La Fédération protestante de France a pris conscience de cette hétérogénéité du protestantisme francilien et, dans les années 1990, a lancé le projet Mosaïc, un programme destiné à sensibiliser les pasteurs et les membres d’Église à cette diversité culturelle, à créer un lien entre anciennes et nouvelles Églises, à favoriser le dialogue. Depuis 2003, un groupe de travail cherche à faire de Mosaïc une forme d’œcuménisme intra-protestant. Les difficultés sont nombreuses, en particulier le manque de lieux de culte pour les nouvelles Églises qui demandent aux catholiques et aux protestants de leur prêter/louer leurs locaux. Mosaïc recommande à ceux-ci de ne pas se contenter de louer (quelquefois trop cher !), mais d’avoir un projet commun, une réflexion éthique ou biblique. Mais quand il s’agit de communautés non-francophones, cela est difficile. Trop souvent, le schéma accueillant/ accueilli, propriétaire/locataire est inégalitaire. Il serait souhaitable que des membres de chaque communauté siègent au conseil presbytéral de l’autre, que des activités communes soient organisées. Or les paroisses anciennes, souvent vieillissantes, ont peur d’accueillir des communautés plus jeunes, plus dynamiques qui pourraient leur faire concurrence…

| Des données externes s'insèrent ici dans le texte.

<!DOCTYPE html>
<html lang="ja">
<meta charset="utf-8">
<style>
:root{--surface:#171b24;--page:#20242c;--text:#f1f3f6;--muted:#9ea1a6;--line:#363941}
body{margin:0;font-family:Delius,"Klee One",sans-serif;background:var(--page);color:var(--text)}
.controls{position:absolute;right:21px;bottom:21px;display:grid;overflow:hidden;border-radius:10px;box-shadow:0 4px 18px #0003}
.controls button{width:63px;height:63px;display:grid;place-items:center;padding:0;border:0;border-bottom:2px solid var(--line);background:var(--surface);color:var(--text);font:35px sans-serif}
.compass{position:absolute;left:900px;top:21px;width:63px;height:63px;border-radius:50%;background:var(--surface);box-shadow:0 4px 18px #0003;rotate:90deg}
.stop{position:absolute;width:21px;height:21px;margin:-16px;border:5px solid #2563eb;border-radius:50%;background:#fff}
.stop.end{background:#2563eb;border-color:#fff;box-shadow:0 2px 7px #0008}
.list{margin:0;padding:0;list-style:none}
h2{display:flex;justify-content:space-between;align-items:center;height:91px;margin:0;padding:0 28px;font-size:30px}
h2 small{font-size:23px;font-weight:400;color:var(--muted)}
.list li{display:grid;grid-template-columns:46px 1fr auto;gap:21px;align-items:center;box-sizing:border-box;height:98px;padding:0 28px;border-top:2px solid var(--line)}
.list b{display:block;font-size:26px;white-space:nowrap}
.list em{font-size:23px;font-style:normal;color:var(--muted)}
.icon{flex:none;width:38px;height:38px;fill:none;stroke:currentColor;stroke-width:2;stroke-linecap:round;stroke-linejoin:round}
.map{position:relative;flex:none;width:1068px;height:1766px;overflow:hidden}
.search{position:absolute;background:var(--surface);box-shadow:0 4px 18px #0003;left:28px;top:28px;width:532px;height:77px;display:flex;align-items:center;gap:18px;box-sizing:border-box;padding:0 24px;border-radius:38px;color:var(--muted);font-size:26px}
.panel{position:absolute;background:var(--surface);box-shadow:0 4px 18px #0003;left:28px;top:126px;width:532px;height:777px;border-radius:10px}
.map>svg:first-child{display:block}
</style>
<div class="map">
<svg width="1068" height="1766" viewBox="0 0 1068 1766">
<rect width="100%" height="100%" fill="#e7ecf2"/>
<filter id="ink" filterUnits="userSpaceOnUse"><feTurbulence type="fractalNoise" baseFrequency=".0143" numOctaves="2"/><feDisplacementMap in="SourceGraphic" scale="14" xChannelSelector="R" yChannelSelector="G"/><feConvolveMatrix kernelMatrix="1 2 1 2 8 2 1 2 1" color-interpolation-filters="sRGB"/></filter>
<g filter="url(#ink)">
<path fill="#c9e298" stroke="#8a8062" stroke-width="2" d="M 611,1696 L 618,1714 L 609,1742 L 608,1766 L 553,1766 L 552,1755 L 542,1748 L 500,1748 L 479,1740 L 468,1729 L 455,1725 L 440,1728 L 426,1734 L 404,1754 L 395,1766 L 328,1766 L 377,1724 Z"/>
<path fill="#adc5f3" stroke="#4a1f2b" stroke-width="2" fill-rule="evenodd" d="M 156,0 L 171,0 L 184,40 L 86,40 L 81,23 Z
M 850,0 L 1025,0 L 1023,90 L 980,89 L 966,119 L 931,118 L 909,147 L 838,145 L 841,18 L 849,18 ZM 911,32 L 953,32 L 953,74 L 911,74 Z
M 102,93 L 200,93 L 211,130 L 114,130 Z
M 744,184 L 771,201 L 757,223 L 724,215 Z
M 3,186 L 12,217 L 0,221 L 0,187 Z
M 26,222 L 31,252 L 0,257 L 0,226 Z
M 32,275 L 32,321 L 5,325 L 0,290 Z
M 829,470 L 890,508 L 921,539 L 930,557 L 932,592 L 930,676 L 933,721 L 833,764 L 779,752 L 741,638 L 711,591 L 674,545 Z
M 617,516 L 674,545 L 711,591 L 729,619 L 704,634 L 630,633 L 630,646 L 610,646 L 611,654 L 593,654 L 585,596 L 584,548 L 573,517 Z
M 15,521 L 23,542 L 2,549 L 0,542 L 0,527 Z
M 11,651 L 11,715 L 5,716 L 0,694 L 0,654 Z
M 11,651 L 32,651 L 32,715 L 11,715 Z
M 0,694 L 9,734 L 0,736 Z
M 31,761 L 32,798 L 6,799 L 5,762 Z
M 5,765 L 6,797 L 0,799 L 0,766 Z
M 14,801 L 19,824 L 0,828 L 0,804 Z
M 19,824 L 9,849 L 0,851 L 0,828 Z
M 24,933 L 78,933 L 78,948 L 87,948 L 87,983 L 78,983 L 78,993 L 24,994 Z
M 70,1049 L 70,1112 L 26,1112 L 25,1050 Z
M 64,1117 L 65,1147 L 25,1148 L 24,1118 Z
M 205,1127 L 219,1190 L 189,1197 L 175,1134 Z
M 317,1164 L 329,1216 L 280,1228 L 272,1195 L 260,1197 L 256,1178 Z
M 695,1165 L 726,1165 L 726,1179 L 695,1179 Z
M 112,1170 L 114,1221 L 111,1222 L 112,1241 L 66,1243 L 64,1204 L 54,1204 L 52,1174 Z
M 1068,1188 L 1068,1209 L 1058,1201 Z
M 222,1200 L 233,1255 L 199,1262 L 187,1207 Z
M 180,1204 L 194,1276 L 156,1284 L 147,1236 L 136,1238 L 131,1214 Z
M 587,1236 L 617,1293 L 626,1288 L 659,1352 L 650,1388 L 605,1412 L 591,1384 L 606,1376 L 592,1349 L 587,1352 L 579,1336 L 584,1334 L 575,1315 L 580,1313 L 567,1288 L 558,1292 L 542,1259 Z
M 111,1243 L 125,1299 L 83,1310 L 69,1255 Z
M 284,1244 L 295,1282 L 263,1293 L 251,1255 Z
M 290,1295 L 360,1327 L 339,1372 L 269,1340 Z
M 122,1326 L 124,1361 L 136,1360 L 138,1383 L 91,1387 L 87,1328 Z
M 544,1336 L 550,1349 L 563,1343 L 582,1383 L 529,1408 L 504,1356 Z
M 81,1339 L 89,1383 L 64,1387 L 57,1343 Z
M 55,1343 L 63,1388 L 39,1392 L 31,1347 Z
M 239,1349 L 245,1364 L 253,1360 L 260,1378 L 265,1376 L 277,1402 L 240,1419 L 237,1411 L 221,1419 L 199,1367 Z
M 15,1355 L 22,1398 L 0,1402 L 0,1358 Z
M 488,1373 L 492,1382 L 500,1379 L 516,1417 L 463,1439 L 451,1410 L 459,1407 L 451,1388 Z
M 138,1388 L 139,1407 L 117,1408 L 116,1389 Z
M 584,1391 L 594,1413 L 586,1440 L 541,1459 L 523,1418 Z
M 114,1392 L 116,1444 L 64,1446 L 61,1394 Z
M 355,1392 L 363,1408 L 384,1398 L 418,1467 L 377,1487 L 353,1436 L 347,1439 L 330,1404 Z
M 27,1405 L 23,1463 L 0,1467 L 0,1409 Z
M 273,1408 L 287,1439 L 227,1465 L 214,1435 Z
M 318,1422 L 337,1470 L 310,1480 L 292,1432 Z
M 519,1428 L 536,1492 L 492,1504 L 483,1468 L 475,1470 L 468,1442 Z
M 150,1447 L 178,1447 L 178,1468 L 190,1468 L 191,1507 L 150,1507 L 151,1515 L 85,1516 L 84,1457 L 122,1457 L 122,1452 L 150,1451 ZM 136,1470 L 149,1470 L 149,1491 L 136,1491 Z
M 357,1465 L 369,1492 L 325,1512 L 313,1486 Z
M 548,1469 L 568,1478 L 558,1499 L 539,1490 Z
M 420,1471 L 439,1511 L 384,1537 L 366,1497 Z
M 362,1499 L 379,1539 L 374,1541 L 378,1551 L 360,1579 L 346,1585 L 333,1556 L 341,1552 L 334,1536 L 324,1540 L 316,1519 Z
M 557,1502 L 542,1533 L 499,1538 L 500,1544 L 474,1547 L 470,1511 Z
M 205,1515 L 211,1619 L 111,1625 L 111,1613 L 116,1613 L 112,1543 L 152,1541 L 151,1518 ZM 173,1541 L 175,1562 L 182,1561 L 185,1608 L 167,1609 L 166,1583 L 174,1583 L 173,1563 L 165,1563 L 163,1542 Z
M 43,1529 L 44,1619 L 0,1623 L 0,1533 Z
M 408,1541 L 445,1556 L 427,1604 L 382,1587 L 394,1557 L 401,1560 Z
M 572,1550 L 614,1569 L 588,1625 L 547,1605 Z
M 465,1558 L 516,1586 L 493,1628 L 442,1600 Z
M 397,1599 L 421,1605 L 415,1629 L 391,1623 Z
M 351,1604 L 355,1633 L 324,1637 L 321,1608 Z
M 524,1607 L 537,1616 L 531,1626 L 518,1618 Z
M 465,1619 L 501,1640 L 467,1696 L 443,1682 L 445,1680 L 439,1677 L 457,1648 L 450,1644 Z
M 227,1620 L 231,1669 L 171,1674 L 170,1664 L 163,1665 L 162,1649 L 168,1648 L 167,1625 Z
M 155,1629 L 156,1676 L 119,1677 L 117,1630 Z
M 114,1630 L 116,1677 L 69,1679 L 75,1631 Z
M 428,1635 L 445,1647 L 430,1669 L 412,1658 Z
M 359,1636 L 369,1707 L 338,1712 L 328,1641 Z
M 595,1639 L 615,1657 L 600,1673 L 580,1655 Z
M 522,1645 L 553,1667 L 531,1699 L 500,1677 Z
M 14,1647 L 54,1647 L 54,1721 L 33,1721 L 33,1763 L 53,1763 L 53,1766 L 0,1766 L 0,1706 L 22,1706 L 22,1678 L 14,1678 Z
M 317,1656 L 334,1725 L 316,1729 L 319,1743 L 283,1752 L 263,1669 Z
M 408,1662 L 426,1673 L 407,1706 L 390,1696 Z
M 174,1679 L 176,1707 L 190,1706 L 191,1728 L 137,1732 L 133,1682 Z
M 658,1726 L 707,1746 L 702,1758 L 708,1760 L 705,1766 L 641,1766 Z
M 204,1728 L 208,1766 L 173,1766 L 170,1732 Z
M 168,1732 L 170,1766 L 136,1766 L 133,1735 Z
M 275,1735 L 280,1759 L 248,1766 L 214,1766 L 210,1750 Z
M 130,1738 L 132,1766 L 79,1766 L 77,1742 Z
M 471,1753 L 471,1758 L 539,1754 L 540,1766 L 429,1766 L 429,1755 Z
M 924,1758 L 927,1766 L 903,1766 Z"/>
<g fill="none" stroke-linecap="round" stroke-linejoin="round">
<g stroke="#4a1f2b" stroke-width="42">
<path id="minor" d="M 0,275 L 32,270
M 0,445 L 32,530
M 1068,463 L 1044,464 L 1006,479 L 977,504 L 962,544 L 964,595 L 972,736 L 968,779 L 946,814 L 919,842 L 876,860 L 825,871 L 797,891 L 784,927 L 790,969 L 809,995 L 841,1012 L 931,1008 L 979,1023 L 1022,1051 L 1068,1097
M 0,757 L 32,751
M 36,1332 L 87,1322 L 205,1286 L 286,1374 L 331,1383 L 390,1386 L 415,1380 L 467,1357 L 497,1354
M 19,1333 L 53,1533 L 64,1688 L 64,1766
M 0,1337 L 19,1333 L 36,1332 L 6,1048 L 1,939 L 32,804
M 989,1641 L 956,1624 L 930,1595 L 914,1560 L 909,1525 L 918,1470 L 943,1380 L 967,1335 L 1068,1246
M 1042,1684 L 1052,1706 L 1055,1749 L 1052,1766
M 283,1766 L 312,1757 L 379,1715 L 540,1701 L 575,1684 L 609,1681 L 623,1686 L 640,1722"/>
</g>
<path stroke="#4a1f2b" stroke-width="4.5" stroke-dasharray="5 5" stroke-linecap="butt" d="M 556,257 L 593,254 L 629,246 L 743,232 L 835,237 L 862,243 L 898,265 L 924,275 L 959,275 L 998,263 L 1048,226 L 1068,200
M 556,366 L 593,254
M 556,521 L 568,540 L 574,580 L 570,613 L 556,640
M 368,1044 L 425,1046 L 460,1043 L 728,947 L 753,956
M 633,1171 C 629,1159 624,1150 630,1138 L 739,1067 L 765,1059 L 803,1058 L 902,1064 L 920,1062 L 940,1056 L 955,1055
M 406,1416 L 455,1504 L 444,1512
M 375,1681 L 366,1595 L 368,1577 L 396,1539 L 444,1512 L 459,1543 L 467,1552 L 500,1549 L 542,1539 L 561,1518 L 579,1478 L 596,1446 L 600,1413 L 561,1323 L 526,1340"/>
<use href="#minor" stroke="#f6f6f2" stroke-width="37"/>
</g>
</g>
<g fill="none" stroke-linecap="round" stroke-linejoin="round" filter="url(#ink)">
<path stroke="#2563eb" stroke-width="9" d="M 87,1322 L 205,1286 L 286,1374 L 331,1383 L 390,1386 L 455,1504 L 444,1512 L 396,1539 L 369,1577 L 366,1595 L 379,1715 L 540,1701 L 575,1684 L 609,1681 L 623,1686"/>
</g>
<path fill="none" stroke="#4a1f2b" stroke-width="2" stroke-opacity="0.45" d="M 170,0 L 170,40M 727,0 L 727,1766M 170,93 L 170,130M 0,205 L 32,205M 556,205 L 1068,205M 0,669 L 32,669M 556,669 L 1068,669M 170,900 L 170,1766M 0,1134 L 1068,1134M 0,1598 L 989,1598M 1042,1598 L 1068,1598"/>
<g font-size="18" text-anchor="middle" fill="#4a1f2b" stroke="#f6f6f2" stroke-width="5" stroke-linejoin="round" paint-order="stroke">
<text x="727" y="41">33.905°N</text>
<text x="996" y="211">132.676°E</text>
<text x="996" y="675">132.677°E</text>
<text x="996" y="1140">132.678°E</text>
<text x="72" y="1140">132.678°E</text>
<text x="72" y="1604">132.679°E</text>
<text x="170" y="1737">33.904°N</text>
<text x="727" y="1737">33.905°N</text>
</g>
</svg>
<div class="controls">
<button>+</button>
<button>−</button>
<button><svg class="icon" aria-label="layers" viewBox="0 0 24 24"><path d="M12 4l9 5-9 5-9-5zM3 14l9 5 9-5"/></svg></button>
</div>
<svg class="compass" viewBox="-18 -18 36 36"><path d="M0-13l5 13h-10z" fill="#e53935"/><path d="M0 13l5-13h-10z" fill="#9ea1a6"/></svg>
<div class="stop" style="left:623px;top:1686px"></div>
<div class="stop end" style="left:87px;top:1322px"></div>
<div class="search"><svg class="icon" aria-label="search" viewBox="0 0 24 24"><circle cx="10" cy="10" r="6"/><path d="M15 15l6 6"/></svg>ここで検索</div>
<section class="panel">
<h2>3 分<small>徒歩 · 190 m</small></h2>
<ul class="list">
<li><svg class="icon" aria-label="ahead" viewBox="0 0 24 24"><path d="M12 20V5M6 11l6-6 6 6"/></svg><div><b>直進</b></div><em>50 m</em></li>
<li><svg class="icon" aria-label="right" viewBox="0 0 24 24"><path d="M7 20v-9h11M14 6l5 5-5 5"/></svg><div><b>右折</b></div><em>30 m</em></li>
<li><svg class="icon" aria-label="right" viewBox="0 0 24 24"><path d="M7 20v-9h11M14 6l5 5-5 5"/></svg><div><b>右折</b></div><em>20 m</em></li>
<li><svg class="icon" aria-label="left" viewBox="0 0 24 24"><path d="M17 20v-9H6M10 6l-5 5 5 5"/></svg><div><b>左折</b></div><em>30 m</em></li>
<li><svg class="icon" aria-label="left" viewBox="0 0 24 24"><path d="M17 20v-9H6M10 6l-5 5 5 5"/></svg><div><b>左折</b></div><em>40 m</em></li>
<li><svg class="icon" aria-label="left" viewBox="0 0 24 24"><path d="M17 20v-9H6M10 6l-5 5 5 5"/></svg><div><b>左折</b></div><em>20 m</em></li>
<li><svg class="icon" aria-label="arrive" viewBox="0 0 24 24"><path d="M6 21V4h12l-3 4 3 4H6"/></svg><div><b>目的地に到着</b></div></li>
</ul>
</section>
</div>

La France privilégie le modèle d’intégration plutôt que le modèle communautariste anglais. L’appartenance au protestantisme pourrait-elle favoriser l’intégration de ces nouvelles populations ? Jusqu’où aller pour accueillir la diversité culturelle ? Peut-elle être prise en compte pour organiser le culte différemment ? La présence de pasteurs africains peut faciliter l’intégration. Mais les fidèles ont souvent l’habitude de changer de lieu ce culte. D’autre part, les pasteurs veulent éviter de réunir des fidèles provenant presque exclusivement d’un seul pays et d’avoir ainsi une Église ethnique car cela irait contre leur souhait de réévangéliser la France sur le modèle de la « mission inversée ».

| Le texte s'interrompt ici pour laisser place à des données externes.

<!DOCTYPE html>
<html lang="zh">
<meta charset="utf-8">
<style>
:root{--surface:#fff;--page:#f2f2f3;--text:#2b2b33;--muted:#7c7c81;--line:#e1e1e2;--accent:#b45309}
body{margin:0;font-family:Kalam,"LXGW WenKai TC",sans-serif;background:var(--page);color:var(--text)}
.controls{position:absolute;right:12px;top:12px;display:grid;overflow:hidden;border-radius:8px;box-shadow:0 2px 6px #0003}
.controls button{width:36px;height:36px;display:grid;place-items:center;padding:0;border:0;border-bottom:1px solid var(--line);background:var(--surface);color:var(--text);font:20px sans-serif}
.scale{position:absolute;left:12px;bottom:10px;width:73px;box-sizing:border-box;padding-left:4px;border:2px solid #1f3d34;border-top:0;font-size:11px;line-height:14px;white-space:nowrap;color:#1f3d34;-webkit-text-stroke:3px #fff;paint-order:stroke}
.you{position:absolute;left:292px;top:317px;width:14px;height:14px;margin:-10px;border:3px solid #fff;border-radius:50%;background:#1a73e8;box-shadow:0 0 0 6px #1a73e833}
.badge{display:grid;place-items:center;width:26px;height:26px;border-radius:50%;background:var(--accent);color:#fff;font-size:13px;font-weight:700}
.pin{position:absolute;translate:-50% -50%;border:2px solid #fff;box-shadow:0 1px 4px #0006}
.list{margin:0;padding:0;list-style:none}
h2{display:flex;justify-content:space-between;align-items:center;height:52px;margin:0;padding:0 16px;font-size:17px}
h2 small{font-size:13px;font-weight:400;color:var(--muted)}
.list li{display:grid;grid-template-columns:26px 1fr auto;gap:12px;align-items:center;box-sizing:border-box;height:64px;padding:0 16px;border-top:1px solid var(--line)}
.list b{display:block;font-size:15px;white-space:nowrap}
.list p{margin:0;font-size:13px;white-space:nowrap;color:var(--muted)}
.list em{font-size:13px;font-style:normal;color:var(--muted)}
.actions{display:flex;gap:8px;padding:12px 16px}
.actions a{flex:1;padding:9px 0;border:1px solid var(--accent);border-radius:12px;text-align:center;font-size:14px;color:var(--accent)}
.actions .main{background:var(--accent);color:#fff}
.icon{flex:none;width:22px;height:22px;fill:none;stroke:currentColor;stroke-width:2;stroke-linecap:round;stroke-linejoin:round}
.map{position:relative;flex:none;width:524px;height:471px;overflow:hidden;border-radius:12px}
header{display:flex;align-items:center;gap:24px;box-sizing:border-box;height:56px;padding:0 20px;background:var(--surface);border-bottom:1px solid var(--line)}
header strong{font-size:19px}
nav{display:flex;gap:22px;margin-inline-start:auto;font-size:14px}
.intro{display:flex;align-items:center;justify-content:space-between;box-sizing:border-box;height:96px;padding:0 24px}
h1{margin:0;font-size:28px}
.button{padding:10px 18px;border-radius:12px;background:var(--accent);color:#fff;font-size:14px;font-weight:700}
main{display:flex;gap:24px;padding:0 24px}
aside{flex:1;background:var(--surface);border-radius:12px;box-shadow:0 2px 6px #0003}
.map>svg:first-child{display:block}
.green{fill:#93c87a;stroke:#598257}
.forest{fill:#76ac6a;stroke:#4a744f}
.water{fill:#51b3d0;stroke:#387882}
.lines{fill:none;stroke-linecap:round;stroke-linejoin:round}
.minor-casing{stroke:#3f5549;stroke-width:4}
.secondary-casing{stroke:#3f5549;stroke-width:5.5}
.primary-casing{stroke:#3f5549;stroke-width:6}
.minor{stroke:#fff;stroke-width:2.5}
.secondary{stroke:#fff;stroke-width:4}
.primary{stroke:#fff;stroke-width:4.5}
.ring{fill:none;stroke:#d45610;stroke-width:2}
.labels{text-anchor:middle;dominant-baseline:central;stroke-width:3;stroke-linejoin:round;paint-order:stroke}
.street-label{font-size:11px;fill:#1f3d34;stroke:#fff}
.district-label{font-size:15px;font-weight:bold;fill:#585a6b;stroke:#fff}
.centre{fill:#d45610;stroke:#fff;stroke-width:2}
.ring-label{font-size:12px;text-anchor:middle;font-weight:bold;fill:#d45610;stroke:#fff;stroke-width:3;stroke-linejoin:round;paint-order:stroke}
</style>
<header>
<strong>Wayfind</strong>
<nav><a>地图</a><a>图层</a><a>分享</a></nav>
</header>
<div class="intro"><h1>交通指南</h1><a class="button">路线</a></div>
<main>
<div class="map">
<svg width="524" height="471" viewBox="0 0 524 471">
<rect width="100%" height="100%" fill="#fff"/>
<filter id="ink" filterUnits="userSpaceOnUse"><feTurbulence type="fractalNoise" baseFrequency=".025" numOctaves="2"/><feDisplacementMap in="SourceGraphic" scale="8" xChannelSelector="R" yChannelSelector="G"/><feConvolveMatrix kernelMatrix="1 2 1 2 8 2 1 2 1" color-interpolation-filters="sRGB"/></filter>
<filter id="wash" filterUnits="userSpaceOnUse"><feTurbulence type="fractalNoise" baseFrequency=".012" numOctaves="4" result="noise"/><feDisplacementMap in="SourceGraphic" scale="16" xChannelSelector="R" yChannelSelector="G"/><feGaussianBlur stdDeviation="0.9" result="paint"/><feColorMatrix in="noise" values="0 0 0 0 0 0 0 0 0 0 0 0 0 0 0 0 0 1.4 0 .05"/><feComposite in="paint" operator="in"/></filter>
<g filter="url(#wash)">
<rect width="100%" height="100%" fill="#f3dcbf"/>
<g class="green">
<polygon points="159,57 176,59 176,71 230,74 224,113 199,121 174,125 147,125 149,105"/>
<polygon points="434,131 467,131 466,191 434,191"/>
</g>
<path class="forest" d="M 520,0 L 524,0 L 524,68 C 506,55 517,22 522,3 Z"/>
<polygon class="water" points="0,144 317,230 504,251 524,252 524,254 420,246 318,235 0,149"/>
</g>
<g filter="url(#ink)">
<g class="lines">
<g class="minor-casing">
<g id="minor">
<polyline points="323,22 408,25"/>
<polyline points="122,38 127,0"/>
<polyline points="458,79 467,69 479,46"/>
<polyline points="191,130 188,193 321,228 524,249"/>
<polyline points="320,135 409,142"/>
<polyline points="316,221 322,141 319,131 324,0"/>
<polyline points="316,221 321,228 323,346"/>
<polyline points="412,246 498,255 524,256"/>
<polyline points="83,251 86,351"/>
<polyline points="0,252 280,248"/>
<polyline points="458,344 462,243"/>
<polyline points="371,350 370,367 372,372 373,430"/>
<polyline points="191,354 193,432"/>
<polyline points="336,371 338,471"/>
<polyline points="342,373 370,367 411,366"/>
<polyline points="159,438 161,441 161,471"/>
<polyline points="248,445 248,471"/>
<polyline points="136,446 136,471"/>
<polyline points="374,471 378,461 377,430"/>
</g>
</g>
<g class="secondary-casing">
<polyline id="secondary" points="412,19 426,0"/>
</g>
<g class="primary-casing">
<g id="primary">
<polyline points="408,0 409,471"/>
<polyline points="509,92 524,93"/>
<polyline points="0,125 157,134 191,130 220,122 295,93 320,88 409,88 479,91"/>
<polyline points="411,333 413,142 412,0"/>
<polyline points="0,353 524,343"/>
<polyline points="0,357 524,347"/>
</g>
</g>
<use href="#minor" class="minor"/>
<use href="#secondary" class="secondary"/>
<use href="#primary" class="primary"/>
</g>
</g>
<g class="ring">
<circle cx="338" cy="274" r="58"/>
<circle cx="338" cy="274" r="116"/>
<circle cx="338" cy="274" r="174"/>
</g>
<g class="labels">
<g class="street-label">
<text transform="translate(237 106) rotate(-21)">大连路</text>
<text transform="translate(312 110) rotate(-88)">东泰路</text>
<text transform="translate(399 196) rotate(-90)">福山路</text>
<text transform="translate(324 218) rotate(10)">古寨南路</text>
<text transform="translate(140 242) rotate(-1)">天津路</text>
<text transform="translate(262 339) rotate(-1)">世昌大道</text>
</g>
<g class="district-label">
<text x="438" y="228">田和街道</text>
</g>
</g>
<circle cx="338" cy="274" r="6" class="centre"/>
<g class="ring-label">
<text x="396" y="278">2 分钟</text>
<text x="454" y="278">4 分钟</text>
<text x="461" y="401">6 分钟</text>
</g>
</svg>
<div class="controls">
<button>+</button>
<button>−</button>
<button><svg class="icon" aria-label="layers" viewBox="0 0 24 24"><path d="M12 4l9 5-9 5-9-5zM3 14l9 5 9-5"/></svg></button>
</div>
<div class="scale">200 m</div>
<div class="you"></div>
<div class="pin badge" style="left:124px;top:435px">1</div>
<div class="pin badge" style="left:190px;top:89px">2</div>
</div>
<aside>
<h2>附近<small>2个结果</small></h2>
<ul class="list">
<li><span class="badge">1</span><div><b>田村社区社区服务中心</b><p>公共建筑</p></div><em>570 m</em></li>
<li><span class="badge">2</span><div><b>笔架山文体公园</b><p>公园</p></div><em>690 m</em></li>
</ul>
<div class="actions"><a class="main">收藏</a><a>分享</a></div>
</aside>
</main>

Ce livre, qui mêle exemples concrets et développements méthodologiques, étudie en détail plusieurs exemples d’Églises ou de communautés, pentecôtistes, anglicans, wenzhou, arabophones, LGBT de la cathédrale américaine… Faute de pouvoir parler de la spécificité de chacune, nous retiendrons le cas du « temple du Marais, un modèle communautaire expérimental ». Il s’agit d’une vieille paroisse réformée, vivant dans un cadre prestigieux construit par Mansard et qui a accueilli des fidèles issus de l’immigration. Sous la houlette du pasteur Gilles Boucomont, la présence au culte a été multipliée par 10 en dix ans. Son hétérogénéité en fait un terrain privilégié d’étude sur la manière utilisée pour « Faire communauté en société ». La paroisse, ouverte à toutes les cultures, rejoint les gens là où ils sont, dans leur(s) culture(s). Les trajectoires individuelles des fidèles sont très diverses. Pour y répondre, on a un culte plus traditionnel le dimanche matin, et deux le soir avec des orientations liturgiques différentes, plutôt adressées aux jeunes, comme le font depuis une vingtaine d’années des Églises scandinaves. De plus, la vie communautaire de cette paroisse est très riche et décentralisée. Il s’agit de développer un fort sentiment d’appartenance à la communauté, où l’on vient pour donner et recevoir. Les « groupes de maison » permettent de renforcer les relations interpersonnelles pendant la semaine et de tenter l’évangélisation. En somme une communauté locale « singulière » : une paroisse évangélique au sein d’une Église réformée historique piétiste, dans la continuité du Réveil. Mais une communauté centrée sur son pasteur et qui n’a pas intégré d’autres groupes qui font chacun son culte dans sa langue, et dont la situation reste précaire.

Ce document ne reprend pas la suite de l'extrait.